AutoMM Detection - Fast Finetune on COCO Format Dataset¶
In this section, our goal is to fast finetune a pretrained model on VOC2017 training set, and evaluate it in VOC2007 test set. Both training and test sets are in COCO format. See AutoMM Detection - Prepare Pascal VOC Dataset for how to prepare VOC dataset, and Convert Data to COCO Format for how to convert other datasets to COCO format.
To start, let’s import MultiModalPredictor:
from autogluon.multimodal import MultiModalPredictor
We select the YOLOv3 with MobileNetV2 as backbone, and input resolution
is 320x320, pretrained on COCO dataset. With this setting, it is fast to
finetune or inference, and easy to deploy. While using COCO format
dataset, the input is the json annotation file of the dataset split. In
this example, voc07_train.json
and voc07_test.json
are the
annotation files of train and test split of VOC2007 dataset. And we use
all the GPUs (if any):
checkpoint_name = "yolov3_mobilenetv2_320_300e_coco"

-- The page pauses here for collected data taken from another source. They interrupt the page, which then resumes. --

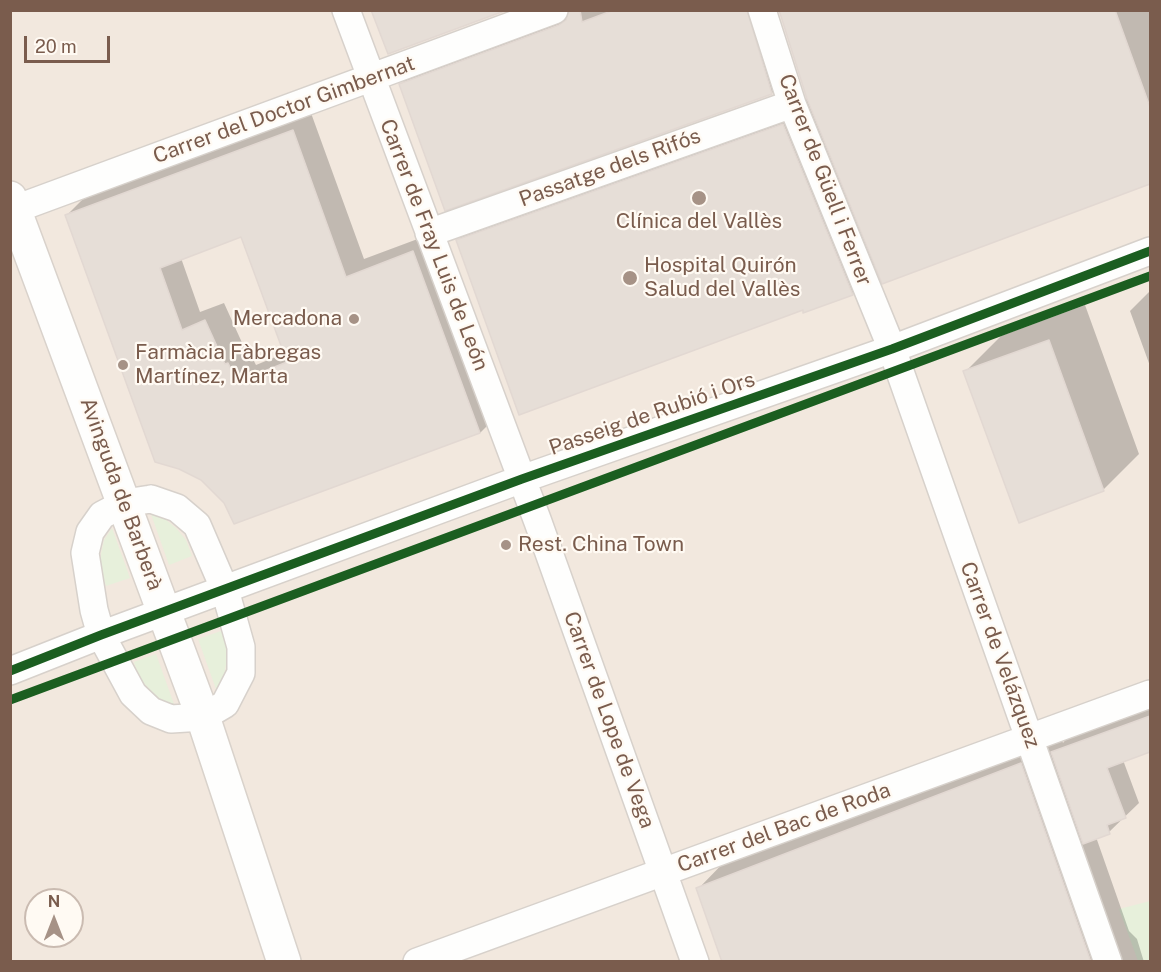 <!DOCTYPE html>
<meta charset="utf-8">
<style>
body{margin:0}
#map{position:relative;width:1161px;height:972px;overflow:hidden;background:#f9f5f0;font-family:"Public Sans",sans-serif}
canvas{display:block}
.frame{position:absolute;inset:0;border:12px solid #7a5c4d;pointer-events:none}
.north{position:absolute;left:24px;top:888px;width:60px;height:60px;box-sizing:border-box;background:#fffaf3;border:2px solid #cabbb1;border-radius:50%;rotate:0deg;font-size:16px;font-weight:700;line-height:24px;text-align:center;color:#7a5c4d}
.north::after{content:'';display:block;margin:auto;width:21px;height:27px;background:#a69286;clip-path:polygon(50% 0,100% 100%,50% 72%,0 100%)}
.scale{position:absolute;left:24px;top:36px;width:86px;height:27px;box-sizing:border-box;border:3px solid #7a5c4d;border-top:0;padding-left:8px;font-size:18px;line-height:21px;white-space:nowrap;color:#7a5c4d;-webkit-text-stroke:4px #fffaf3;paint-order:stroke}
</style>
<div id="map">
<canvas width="1161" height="972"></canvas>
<div class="frame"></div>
<div class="north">N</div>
<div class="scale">20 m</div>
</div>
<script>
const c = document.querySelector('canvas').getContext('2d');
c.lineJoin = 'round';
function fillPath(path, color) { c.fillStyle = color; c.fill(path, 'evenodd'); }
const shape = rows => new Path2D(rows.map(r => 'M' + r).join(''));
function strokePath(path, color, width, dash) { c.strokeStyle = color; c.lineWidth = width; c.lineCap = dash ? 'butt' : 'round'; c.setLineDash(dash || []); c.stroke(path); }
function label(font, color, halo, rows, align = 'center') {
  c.font = font + ' "Public Sans",sans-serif'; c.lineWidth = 4.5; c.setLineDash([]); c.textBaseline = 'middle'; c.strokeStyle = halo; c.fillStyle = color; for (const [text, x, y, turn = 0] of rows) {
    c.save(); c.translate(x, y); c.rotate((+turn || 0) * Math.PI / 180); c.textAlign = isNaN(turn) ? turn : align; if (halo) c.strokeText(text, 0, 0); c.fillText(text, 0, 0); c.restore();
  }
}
const residential = shape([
 [10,11,1150,11,1150,961,11,961],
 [36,900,72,900,72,936,36,936]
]);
const green = shape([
 [151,514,165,519,176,528,186,540,192,556,169,565],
 [112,528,130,578,106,586,101,570,101,554,104,540],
 [221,631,227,647,226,664,224,677,216,689,198,639],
 [156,654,174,704,160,700,139,678,134,662],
 [1150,901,1150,961,1138,961,1119,909]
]);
const shadow = shape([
 [562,10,772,10,794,70,772,93,401,84,424,62],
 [787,10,1150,10,1150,182,883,282,877,268,852,293,754,327,457,241,484,214,808,99],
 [311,113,364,259,431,234,498,415,480,433,235,522,67,215,85,197],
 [242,235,285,353,256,365,246,346,244,347,224,303,200,312,181,258],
 [1150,291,1150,366,1130,311],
 [1085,305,1139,454,1103,490,965,372,1001,336],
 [1150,708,1150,750,1123,760,1139,803,1109,832,1096,837,1129,931,1137,939,1144,962,723,962,698,889,734,852,1058,728,1063,743,1066,739]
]);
const building = shape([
 [371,10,507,10,388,54,371,10],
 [569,10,580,10,582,22,614,10,747,10,772,94,445,211,399,84,559,25,566,20,569,10],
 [779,10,1115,10,1150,107,1150,184,882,284,807,99,779,10],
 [783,124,853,295,803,313,803,310,519,415,456,240,783,124],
 [293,130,346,277,413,251,480,433,234,524,224,503,201,480,179,469,155,462,65,215,293,130],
 [241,237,287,362,237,382,228,363,225,364,205,320,182,330,160,268,241,237],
 [1049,340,1104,491,1019,523,963,371,1049,340],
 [1150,716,1150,752,1107,768,1126,818,1107,825,1110,834,1083,844,1051,752,1150,716],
 [1021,763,1091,962,722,962,696,888,1021,763]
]);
const street = shape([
 [346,10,538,522,695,962],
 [762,10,792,104,892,349,1108,962],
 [10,211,554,10],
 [429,233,792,104],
 [151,499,177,508,197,525,225,590,241,647,241,673,225,704,203,717,171,719,151,711,133,694,101,635,94,610,85,553,90,532,102,515,125,503,151,499],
 [10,671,101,635,522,479,892,349,1150,251],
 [417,962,1150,694]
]);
const secondary = shape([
 [10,198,203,717,284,962]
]);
const cycleway = shape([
 [10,671,101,635,522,479,892,349,1150,251],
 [10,700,1150,276]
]);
const markers = [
 [699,198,8,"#a69286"],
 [630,278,8,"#a69286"],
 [354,319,6,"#a69286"],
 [123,365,6,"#a69286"],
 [506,545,6,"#a69286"]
];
const streetNames = [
 ["Carrer del Doctor Gimbernat",284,110,-20],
 ["Passatge dels Rifós",610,168,-20],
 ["Carrer de Güell i Ferrer",825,180,69],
 ["Carrer de Fray Luis de León",434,245,69],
 ["Passeig de Rubió i Ors",652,414,-19],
 ["Avinguda de Barberà",121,494,70],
 ["Carrer de Velázquez",1000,655,70],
 ["Carrer de Lope de Vega",609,720,70],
 ["Carrer del Bac de Roda",784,828,-20]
];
const poiNames = [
 ["Clínica del Vallès",699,222,"center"],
 ["Hospital Quirón",644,266],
 ["Salud del Vallès",644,290],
 ["Mercadona",342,319,"right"],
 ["Farmàcia Fàbregas",135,353],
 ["Martínez, Marta",135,377],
 ["Rest. China Town",518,545]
];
fillPath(residential, '#f2e8de');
fillPath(green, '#e7f0db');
fillPath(shadow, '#0003');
fillPath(building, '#e6ded7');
strokePath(building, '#e2d8d2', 1.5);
strokePath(street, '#d7d1cb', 30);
strokePath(secondary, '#d9d2cb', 36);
strokePath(street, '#fefefd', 27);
strokePath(secondary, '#fefefd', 33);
strokePath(cycleway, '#1b5e20', 9);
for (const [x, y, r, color] of markers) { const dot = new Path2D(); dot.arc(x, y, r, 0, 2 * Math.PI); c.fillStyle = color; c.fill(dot); strokePath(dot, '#fffaf3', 2); }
label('21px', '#7a5c4d', '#fffaf3', streetNames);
label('21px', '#7a5c4d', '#fffaf3', poiNames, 'left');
</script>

num_gpus = -1 # use all GPUs
train_path = "./VOCdevkit/VOC2007/Annotations/train_cocoformat.json"
test_path = "./VOCdevkit/VOC2007/Annotations/test_cocoformat.json"
We create the MultiModalPredictor with selected checkpoint name and
number of GPUs. We need to specify the problem_type to
"object_detection"
, and also provide a sample_data_path
for the
predictor to infer the catgories of the dataset. Here we provide the
train_path
, and it also works using any other split of this dataset.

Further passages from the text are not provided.